You may never have been involved in the hiring side of the desk in a recruitment process for a government job. Most people haven’t. It is an eye-opening experience if you get the chance. That’s not what we’re here to talk about.
What’s It Like to Recruit for a Government Job?
In the selection criteria training course, there is a module on what being on a selection panel is like. To sum that content in one word – tedious. What does tedious mean?
- Boring and tiring, esp. because long or often repeated
- Wordy so as to cause weariness or boredom
Assuming 50 people apply for a government job with a two page selection criteria response and maximum five page resume; that’s about 350 pages of reading.

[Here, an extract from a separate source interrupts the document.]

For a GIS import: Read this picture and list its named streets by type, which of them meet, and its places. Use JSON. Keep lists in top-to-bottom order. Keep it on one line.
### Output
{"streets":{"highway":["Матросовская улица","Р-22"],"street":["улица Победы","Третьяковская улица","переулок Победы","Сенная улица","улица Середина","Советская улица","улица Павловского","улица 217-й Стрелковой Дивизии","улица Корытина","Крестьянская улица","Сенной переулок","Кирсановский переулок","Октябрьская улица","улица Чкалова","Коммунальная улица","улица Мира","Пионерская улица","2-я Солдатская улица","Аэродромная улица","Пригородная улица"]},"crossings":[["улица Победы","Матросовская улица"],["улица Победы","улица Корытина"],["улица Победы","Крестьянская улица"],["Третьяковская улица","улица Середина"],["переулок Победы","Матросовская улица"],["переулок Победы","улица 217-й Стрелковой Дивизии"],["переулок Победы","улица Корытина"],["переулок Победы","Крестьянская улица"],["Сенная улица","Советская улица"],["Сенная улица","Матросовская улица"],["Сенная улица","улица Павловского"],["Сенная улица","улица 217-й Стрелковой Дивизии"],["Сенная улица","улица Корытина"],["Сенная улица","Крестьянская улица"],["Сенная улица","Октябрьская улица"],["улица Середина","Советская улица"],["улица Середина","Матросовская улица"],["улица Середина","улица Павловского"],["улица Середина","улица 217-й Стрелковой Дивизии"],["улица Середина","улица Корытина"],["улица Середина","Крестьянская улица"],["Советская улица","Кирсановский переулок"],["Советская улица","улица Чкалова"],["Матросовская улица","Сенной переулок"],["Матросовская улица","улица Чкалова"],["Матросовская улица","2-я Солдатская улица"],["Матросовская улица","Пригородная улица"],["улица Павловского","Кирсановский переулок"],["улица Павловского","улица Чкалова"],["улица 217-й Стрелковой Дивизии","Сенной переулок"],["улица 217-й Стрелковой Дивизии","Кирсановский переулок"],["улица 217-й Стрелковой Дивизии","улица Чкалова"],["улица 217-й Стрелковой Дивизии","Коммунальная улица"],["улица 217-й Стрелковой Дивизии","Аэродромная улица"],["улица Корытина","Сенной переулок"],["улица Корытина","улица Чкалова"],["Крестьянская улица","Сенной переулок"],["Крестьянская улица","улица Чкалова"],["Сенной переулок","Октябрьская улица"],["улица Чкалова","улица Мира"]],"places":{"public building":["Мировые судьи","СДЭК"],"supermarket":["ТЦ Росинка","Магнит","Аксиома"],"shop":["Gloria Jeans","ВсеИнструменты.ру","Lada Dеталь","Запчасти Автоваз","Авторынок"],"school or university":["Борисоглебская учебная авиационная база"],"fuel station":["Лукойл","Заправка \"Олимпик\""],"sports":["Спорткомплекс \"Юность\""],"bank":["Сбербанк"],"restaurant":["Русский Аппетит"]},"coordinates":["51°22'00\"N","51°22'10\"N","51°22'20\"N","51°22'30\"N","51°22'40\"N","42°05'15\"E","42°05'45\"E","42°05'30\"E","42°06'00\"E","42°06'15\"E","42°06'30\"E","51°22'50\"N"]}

- You have to take notes on all of that as you read
- At the end you have to compare notes with the other panel members, and make more notes
- Then you arrange interviews
- Next, you set interview questions and indicators of what answers the question, so you know what you’re looking for
- Then you do a day or two of interviews – assuming five people get interviewed and it’s 45 minutes each, that’s 4 hours in interviews, and you have to take more notes
- You have to give each applicant your undivided attention for those 45 minutes, five times in the day, so it’s tiring
- When all the interviews are done you have to do selection reports and get approvals.
Having fun yet?
It’s a tedious task.
Don’t Be Beige
It might sound counter intuitive that you don’t want to be beige. What does that mean? A person who tends to have no style or apparent aesthetic individuality.
In the job application and interview process, being beige means getting to the end and answering all the questions satisfactorily. Being middle of the field; it means not being better or worse than anyone else. Being completely satisfactory for the job is okay, however, it says you have no point of individuality. Nothing makes you stand out and be memorable.
At the end of eight to 12 hours of reading applications, resumes and doing interviews, being unmemorable by the panel, blending in with the competition isn’t helpful.
Unique Selling Proposition
A unique selling proposition (USP) is a business term that refers to “…the one thing that makes your business better than the competition. … Your USP plays to your strengths and should be based on what makes your brand or product uniquely valuable to your customers“
Individuals can and should have a USP.
As I discussed in the Why your next job application should start with a coffee blog, knowing how your individual skills can be valuable to your customer – in this case your future employer, is vital.
You’ve heard the phrase that you need to sell yourself in a job application and interview, your point of sale is your USP. Your USP, your brand should be as unique and powerful as any brand you come across in advertising.
Sound too much? Not really. Sure Nike, Asics, Reebok have market penetration across billions of people that you won’t; as an individual know the brand for what it means to you.
The panel members at the end of the interview should be able to remember you for what you mean to them. I guarantee you in the final panel discussions they will compare applicants for who is going to be the best in the role. If they want a manager with strong leadership and team inspirations skills they will remember the person who interviewed and exuded confidence, charisma and had that example when they led a team through the tough reforms to come out as the shining example of meeting the organisations new directions and vision.
That’s also why you need the cup of coffee, it eases out what it is they want, is important so you can align your brand with what the market wants.
Don’t Be Memorable for the wrong thing
Don’t make a bad impression, don’t drop a clanger, don’t ask the stupid question.
I will literally never forget reading the government job application that commenced “I know I don’t have the skills for this job but…“. That is and probably always will be the single worst introduction to a job application I will read.
Don’t be memorable like that.
What is your brand/USP applying for a Government Job?
If you can’t answer that question it should be your homework.
If you don’t know, how is anyone else supposed to!
What is your single biggest strength area, what can you bring to that role that they don’t already have but they need?
Identify your other strengths?
What are your weaknesses and how do you overcome or compliment/reinforce them?